CircuitLab Calculated Time Domain

LM358-based inverting amplifier Time Domain Response from CircuitLab

LM358-based inverting amplifier Time Domain Response from CircuitLab

Note Vin oscillates from 1V to 3V and Vout oscillates from +1V to -4.2V (a gain of -5.11)

Labrador Measured Time Domain

LM358-based inverting amplifier Time Domain Response measured using the Labrador

LM358-based inverting amplifier Time Domain Response measured using the Labrador

Looks great!

As I’ve said before, the Labrador offers great price/performance as a piece of test equipment. That said, it is only $30, which means in some situations, it will be important to separate the problems seen into 1) problem illustrated by the Labrador and 2) problem caused by the Labrador. Illustrated means the Labrador is showing me what I expect to see, while caused is the Labrador introduces an anomaly which I didn’t expect to see.
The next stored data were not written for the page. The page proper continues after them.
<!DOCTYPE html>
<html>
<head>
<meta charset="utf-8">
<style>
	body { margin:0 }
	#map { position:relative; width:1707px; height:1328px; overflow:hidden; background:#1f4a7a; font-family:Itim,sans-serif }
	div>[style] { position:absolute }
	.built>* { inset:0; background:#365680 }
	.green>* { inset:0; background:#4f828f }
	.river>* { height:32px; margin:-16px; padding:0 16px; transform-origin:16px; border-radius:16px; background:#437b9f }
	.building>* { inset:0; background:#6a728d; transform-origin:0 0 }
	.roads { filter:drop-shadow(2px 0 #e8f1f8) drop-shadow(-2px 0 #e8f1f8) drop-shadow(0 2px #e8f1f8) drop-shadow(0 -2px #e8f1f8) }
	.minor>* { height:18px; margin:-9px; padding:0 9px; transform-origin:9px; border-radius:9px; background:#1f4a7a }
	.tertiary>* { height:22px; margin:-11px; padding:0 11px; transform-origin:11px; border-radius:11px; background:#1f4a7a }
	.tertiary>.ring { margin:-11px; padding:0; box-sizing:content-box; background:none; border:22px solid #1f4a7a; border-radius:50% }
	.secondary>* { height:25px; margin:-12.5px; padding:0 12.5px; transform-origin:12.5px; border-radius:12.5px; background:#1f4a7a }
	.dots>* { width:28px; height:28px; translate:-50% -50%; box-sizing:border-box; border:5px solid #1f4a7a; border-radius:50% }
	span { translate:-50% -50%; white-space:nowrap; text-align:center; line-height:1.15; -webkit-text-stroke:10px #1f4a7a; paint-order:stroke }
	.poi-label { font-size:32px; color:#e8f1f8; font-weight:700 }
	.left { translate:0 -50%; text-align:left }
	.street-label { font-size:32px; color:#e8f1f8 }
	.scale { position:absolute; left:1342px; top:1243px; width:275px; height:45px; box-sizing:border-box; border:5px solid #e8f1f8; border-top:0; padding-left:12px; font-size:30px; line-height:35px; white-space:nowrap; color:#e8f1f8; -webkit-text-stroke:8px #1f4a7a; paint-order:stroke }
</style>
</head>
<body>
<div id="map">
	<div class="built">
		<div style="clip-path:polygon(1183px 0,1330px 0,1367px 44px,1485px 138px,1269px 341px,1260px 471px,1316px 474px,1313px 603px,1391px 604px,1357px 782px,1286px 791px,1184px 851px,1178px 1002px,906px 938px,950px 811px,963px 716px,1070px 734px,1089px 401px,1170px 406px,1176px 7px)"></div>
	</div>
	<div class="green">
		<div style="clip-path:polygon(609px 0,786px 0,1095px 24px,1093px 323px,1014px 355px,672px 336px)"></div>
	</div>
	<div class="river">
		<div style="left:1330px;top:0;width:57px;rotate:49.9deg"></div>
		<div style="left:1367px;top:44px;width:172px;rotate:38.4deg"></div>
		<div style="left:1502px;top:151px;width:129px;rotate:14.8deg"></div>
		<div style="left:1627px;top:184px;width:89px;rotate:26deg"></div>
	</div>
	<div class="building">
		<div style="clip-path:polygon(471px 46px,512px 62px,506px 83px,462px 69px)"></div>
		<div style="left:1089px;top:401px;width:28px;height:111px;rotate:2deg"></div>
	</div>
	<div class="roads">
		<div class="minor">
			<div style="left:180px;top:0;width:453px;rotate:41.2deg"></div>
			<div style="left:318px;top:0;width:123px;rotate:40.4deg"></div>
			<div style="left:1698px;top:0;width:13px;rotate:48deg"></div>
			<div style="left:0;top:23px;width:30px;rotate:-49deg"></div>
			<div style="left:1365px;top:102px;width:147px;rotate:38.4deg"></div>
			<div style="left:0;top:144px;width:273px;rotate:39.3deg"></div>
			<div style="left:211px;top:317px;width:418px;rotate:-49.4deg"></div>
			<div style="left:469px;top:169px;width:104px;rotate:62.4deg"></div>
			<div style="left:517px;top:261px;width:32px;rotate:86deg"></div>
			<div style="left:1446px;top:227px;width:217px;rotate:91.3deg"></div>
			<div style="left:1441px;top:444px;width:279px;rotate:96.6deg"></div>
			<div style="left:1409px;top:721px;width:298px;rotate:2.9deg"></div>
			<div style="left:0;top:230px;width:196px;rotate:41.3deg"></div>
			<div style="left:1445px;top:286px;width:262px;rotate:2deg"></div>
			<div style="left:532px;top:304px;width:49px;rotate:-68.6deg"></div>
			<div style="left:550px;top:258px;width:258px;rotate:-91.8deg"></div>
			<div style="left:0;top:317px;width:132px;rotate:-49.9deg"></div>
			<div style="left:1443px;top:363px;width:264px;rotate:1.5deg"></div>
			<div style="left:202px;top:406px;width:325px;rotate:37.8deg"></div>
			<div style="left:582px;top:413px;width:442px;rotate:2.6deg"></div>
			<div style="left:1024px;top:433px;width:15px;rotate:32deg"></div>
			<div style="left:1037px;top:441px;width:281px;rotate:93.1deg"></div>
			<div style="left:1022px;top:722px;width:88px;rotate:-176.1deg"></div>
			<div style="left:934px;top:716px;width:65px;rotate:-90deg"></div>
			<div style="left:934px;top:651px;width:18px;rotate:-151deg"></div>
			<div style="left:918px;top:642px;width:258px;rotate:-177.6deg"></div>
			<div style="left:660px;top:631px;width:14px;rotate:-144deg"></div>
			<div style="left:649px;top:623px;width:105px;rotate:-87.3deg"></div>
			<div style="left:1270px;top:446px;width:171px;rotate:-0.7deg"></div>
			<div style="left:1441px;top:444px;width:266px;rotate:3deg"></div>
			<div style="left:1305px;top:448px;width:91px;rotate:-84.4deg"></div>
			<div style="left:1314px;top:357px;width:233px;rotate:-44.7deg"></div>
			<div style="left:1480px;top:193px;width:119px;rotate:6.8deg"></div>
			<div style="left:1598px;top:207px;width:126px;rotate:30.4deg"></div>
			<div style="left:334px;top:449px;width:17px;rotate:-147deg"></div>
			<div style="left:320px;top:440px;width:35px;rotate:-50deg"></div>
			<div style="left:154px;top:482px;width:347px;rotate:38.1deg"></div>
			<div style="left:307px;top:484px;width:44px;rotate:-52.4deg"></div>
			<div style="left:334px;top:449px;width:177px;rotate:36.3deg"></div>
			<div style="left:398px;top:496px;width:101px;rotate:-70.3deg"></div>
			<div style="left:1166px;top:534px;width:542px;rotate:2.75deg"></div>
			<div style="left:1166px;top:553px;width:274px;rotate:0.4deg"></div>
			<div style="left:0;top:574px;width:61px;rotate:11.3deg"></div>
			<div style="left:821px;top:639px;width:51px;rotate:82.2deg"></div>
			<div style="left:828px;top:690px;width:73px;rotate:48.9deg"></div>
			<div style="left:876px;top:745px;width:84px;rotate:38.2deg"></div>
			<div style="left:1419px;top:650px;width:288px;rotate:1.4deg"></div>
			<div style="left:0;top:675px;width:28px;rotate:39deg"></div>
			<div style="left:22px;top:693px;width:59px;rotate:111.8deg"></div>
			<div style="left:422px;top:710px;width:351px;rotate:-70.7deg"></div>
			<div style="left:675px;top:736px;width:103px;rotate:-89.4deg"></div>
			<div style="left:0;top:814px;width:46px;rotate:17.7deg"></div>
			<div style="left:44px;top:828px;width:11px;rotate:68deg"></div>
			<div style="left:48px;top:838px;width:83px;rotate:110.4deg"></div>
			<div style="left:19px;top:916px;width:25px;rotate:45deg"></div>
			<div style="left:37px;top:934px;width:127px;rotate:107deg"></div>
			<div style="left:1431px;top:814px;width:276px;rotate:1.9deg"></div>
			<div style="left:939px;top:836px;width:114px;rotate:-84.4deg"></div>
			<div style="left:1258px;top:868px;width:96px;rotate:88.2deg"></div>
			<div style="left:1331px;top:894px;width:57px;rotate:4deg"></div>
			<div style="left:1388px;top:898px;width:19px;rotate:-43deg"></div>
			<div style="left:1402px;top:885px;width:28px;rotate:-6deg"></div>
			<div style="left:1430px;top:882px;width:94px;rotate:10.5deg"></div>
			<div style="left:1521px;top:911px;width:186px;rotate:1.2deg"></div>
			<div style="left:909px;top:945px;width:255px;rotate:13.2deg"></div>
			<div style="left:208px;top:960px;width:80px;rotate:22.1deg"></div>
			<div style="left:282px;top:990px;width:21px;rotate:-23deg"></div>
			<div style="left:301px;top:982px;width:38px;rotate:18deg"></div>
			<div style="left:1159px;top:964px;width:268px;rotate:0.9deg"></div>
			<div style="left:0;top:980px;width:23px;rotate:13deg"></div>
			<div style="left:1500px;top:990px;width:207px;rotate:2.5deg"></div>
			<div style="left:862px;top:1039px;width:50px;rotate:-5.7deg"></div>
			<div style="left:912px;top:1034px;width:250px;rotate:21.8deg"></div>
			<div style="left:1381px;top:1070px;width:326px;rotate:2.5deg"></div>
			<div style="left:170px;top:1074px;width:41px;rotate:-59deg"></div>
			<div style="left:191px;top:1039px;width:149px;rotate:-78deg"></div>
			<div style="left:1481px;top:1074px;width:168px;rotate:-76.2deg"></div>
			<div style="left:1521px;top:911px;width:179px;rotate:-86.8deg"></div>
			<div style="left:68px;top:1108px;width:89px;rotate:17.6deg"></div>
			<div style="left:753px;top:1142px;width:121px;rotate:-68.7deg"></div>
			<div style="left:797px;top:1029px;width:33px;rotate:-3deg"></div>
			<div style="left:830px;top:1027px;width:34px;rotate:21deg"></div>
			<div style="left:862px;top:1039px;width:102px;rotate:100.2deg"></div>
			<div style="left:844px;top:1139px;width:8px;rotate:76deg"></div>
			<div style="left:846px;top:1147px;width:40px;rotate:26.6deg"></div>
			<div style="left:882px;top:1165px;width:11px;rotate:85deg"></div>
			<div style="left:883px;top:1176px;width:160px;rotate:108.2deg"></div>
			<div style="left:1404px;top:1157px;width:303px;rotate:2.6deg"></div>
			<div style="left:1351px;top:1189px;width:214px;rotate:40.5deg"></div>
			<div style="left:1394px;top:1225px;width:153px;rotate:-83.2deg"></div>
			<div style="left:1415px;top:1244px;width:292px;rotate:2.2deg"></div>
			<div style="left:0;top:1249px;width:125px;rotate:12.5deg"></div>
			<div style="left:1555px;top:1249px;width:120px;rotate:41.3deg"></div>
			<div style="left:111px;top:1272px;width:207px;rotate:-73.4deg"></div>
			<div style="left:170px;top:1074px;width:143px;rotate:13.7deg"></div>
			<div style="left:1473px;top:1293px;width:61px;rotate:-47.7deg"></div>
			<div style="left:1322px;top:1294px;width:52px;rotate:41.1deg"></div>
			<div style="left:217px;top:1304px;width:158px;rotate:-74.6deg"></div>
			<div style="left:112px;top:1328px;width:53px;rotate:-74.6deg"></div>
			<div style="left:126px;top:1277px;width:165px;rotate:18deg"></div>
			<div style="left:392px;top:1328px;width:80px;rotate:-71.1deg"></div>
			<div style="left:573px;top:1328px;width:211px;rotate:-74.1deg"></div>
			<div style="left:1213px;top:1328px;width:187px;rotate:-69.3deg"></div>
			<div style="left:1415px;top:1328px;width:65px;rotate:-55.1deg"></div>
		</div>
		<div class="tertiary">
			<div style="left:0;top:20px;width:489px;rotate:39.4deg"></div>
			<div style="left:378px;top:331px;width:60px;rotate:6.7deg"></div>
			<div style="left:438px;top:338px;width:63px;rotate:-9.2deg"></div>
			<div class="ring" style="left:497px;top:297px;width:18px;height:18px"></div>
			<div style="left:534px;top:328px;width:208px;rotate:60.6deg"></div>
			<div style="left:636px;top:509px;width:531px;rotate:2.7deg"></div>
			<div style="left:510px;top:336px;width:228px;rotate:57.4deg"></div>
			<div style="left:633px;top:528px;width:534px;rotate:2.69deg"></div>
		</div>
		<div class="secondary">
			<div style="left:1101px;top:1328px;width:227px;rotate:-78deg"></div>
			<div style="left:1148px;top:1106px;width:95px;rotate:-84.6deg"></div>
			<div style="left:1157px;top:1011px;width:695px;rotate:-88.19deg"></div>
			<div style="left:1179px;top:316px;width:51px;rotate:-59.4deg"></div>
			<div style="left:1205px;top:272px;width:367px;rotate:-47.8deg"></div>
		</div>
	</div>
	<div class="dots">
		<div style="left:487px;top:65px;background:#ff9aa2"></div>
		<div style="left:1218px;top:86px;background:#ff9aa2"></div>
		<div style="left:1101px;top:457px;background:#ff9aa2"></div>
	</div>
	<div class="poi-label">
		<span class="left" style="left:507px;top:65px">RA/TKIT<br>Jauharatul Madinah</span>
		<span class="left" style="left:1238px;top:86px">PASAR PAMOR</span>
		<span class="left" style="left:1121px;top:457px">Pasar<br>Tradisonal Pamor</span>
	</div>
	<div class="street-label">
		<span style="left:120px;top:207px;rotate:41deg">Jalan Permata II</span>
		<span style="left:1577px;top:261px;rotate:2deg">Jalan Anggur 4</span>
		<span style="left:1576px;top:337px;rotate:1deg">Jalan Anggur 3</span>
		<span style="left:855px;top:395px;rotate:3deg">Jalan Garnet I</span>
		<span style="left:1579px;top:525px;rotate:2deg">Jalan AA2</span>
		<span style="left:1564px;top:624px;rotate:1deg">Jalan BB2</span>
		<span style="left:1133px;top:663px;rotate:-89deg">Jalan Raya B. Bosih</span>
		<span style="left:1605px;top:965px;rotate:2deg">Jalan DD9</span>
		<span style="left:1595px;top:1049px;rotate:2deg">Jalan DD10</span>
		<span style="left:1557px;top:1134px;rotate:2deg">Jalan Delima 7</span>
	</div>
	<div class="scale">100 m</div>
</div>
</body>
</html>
To compensate for this, we use modeling such as how I did with CircuitLab. I’m asking the question, what do I expect to see? If I don’t see what I modeled, I begin to breakdown the results confirming different parts.

Now that I know I might have a questionable Signal Generator on the Labrador, I can account for it by not operating it close to the rails or using a different one such as the online tone generator I used in analyzing Programmable Bias and Gain

Note:

A word of caution, as I was setting up this lab, I had Vbias at 1.06V which drove Vout to range from 1.37 to -3.83, adding a 300mV offset to the output. It’s important to “dial-in” the approapriate bias with a potentiometer.